I shoot fireworks every year - here's the magic recepie....
1. Tripod and cable release. This is really super important. If you don't have a cable, you can just press the button, but they won't be sharp. Or use the self timer in the shortest duration, but you wont' have any control over when to open or close the shutter.
2. ISO 100 is fine, the higher ISO you go, the more noise you'll have in the sky, but the more you'll pick up background glows also, which can be cool.
3. Start around f/ 5.6 (manual mode of course, manual Fstop, and Bulb shutter)

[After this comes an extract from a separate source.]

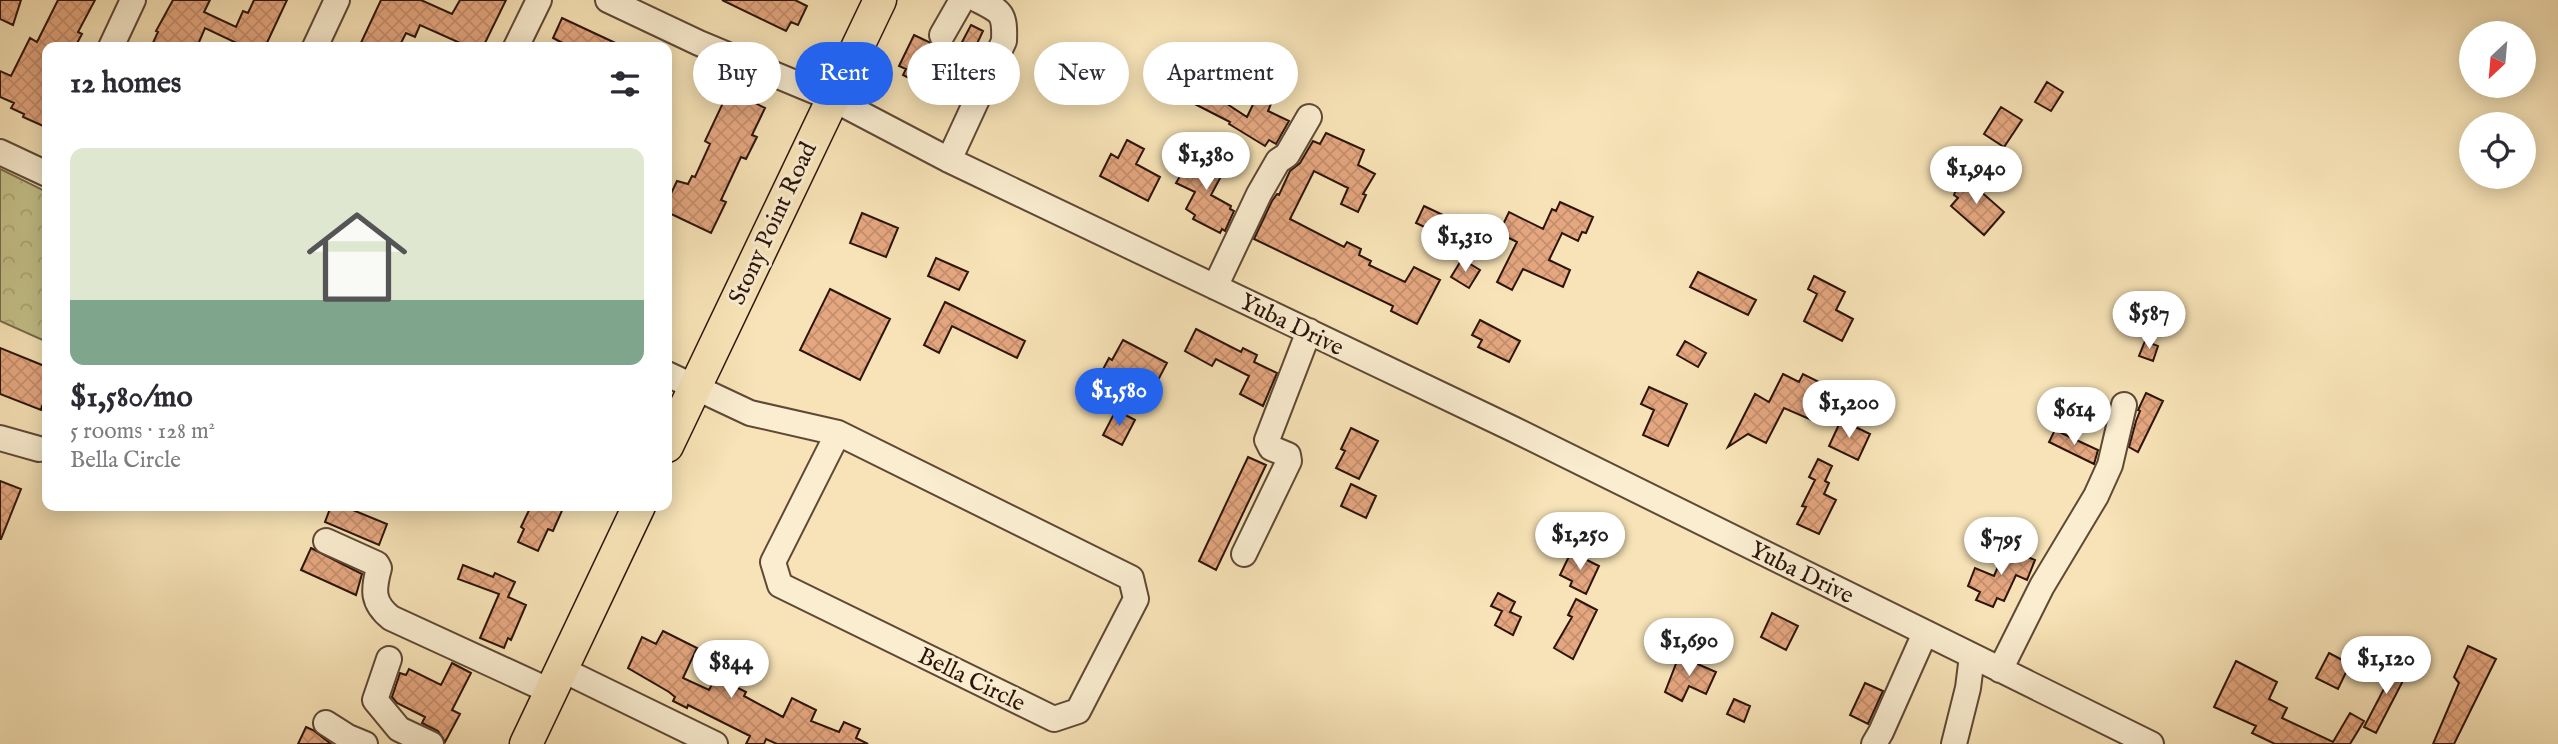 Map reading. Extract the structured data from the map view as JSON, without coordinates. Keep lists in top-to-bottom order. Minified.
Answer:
{"streets":{"main road":["Stony Point Road"],"street":["Yuba Drive","Bella Circle"]},"crossings":[["Stony Point Road","Bella Circle"]],"north":"bottom left","page":{"chip":["Buy","Rent","Filters","New","Apartment"],"heading":"12 homes","list":[{"name":"$1,580/mo","note":"5 rooms · 128 m² · Bella Circle"}],"price":["$1,380","$1,940","$1,310","$587","$1,580","$1,200","$614","$1,250","$795","$1,690","$1,120","$844"]}}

4. MANUAL focus your lens to infinity, then back it off just a hair. Most lenses will actually focus past infinity a bit leaving your shots out of focus. You can test this in daylight - focus on something really far away, then look at your scale and see how close to the focus stop it actually is. Try to manually set it right there during the main event.
5. Turn on your highlight blink-ey preview. Where the pic blinks the blown out areas. Most people when shooting fireworks will blow them out - white streaks instead of pretty purples and greens. That's the real key - catch the color!
6. Shoot in Raw if you have the card space - more margin for error. If you dial it in, then large HQ jpeg should be fine.
When the action starts.....
7. Shoot a couple, then check your preview. If the streamers are blinking they're blown out - stop down a bit. Look at your histogram. Should have a few touching the right side, but not many.
8. Dial your ISO up and down to catch the right amount of background glow. The real beauty of fireworks is to catch some of the natural scenery around the fireworks, not just the pops themselves.
Getting good fireworks takes a bit of feness with the camera - try to dial in your settings good as early in the show as possible, then shoot away. Hey, if you blow it, you've got to wait a whole nother year!